Spider veins are those little red and blue veins that pop up on you legs which some people mistake for a bruise or injury. Although sometimes they can arise as a result of an injury, usually they are a result of standing on your feet and your heritage. People can have spider veins and also have varicose veins or you can just have spider veins. Varicose veins are those larger, ropier, blue veins that bulge when you stand and often cause burning or tired sensation of the legs. The symptoms of both spider veins and varicose veins can be improved by wearing either supports knee-highs or hose, but the stockings will not prevent either of them from occurring.
Over the years, several treatments have been used to treat spider and varicose veins. Strong saline solutions were used to inject the spider veins to fade them. Although these injections worked well, they burned and, for some people, were painful. Varicose vein treatments included “stripping” and open ligation; again these treatments worked, but often left multiple scars and were uncomfortable. As time has passed, new technologies have developed which allow for treatment of these unsightly and painful veins with minimal discomfort and almost no scarring. Modern sclerotherapy uses sclerosing agents to shrink spider veins with almost no burning sensation and new ways of “foaming” these agents allow for more veins to be treated with less punctures. The treatments are done every six weeks until the problem spider veins have faded from sight. Most people require two to three treatments unless they have a lot of “spiders,” then they may desire to have more treatments. Maintenance treatments can be done once or twice a year. During the treatment most people chat or relax, after the treatment some people report a temporary mosquito bite like sensation. Support stockings worn after the treatment seem to maximize the result, but in the summer time support stockings can be almost as painful as the spider veins. At first the veins will look darker before they start improving as the few red blood cells trapped in it fade like a bruise. Most people who have this done are realistic and are not looking for “Tina Turner” legs, but want to feel comfortable wearing shorts and bathing suits without having a road map of veins visible for comment.

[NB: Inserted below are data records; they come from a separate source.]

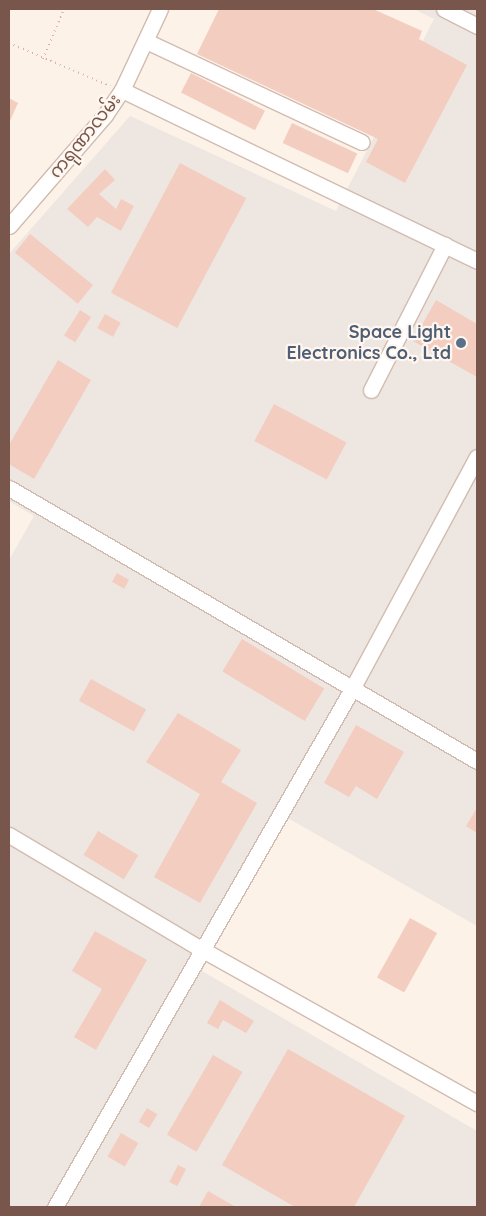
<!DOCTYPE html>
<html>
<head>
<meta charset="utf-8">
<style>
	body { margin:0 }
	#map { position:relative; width:486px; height:1216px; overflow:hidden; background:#fdf2e8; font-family:Quicksand,"Noto Sans Myanmar",sans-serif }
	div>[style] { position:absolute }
	.industrial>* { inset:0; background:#eee6e1 }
	.building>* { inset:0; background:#f3cdbf; transform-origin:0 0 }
	.path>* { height:2px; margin-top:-1px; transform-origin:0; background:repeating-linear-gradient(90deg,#d9b0a1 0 1px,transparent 0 5px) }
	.roads { filter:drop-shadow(1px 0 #d2bbb0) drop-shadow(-1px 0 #d2bbb0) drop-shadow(0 1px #d2bbb0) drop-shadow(0 -1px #d2bbb0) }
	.minor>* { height:15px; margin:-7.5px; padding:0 7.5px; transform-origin:7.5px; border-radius:7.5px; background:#fff }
	.dots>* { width:14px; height:14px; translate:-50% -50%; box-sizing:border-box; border:2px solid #fff7ef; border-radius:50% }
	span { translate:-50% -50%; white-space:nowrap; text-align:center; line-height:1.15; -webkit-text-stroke:4.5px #fff7ef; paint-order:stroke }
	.street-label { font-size:18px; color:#78564b }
	.service-label { font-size:18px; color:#4e5e75; font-weight:700 }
	.right { translate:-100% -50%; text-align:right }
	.frame { position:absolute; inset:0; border:10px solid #78564b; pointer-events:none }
</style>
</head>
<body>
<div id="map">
	<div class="industrial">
		<i style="clip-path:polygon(414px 9px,477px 9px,477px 926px,286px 817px,202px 971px,477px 1131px,477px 1207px,9px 1207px,9px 560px,34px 516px,9px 501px,9px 254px,130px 116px,336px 211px,434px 19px)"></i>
	</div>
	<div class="building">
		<i style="clip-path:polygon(219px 9px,373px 9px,422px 31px,419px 39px,467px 65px,405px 183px,366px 162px,378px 139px,197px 54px)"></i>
		<i style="left:191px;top:73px;width:83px;height:22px;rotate:27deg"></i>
		<i style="clip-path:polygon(9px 98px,18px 103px,9px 123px)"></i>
		<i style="left:292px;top:123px;width:72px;height:22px;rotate:25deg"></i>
		<i style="left:180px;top:163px;width:75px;height:147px;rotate:28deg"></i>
		<i style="clip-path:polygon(105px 169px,115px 180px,99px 194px,116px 209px,121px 199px,134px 206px,121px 231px,97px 217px,88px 227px,67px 209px)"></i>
		<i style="left:30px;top:234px;width:81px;height:24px;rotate:39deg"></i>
		<i style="clip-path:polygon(436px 300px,477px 324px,477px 377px,413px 341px)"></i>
		<i style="left:80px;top:310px;width:13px;height:30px;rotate:32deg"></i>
		<i style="left:105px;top:314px;width:18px;height:16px;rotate:29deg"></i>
		<i style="clip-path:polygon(58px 360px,91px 380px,34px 479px,9px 464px,9px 445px)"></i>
		<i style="left:274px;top:404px;width:82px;height:42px;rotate:28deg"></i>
		<i style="left:117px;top:573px;width:14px;height:10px;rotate:30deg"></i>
		<i style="left:242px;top:639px;width:96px;height:38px;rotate:31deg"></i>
		<i style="left:91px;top:679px;width:63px;height:25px;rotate:29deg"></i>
		<i style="clip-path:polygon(178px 713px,241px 750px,221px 782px,257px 803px,200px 903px,154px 877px,200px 794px,146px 762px)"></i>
		<i style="clip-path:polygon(356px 725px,404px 752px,377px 799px,356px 786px,349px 797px,324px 783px)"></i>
		<i style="clip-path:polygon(477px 808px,477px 833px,466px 826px)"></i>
		<i style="left:98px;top:831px;width:47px;height:28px;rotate:31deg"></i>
		<i style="left:410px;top:918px;width:31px;height:68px;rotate:29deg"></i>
		<i style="clip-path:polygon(95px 931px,147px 960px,96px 1050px,74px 1037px,102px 989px,72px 971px)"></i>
		<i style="clip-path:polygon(220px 1000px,254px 1021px,246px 1033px,223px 1020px,218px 1029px,207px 1023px)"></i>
		<i style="clip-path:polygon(288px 1049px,405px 1116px,354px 1207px,295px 1207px,222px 1165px)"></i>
		<i style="left:213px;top:1055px;width:34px;height:92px;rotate:30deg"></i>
		<i style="left:147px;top:1108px;width:12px;height:16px;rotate:31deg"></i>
		<i style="left:121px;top:1133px;width:20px;height:27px;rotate:30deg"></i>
		<i style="left:178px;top:1165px;width:9px;height:19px;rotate:27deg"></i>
		<i style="clip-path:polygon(208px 1191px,236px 1207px,199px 1207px)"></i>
	</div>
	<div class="path">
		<i style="left:9px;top:43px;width:110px;rotate:23.1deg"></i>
		<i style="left:43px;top:59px;width:54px;rotate:-67.2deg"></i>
	</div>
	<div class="roads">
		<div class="minor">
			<i style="left:444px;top:9px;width:37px;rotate:27deg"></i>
			<i style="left:146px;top:41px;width:238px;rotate:25.1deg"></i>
			<i style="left:122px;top:90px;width:394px;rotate:25.7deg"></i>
			<i style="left:9px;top:226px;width:147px;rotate:-49.1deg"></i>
			<i style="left:105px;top:115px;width:30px;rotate:-56deg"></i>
			<i style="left:122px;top:90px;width:89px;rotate:-64.9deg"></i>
			<i style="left:371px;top:390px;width:163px;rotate:-63deg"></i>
			<i style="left:9px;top:488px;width:542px;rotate:30.26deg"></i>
			<i style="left:9px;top:835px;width:226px;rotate:30.7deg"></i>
			<i style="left:203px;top:950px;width:314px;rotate:29.2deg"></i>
			<i style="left:55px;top:1207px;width:599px;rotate:-60.18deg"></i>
			<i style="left:353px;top:687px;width:261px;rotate:-61.7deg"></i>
		</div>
	</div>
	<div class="dots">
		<i style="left:461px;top:343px;background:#5c6f8a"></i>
	</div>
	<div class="street-label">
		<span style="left:85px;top:136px;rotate:-51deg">ကရုဏာလမ်း</span>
	</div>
	<div class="service-label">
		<span class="right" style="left:451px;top:343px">Space Light<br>Electronics Co., Ltd</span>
	</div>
	<div class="frame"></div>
</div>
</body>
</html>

Varicose veins are the “big brother” of spider veins. Most people with varicose veins also have spider veins, but it is the varicose veins that are causing most of the symptoms of heaviness, tiredness, swelling and burning. As we discussed, older methods included vein stripping, vein ligation (tying it off) and the “roter-ruter” technique in which the vein is mechanically shredded. All of these methods left scars and the recovery was significant. Current techniques use very slender, hair like filaments which are threaded up the problematic vein from a puncture site to a precise point and then energy is transmitted to the interior of the veins resulting in its and it immediately ceases to function. After care involves wearing a support stocking for three days and stopping all blood-thinners for two weeks before and two weeks after the procedure. Often many of the spider veins associated with the varicose vein will resolve once the feeder vein is treated. If not, then some additional sclerotherapy can be used to treat the remainder of the little spider veins.
It is estimated that 25 million people have varicose veins and now that there is a procedure that involves very little discomfort and essentially no recovery time, there is no reason not to have your varicose veins evaluated. Insurance recognizes that if left untreated varicose veins and severe venous disease can lead to leg wounds, ulcers and severe disability. Thus it is considered a functional disease that is covered by many insurance companies. Spider veins are not covered by insurance, as they are not a functional issue, just unsightly. The good news is that there are now even better treatments for both spider and varicose veins. So as we leave fall and enter into winter, wearing longer pants, consider having your “spiders” and varicose veins evaluated and even treated.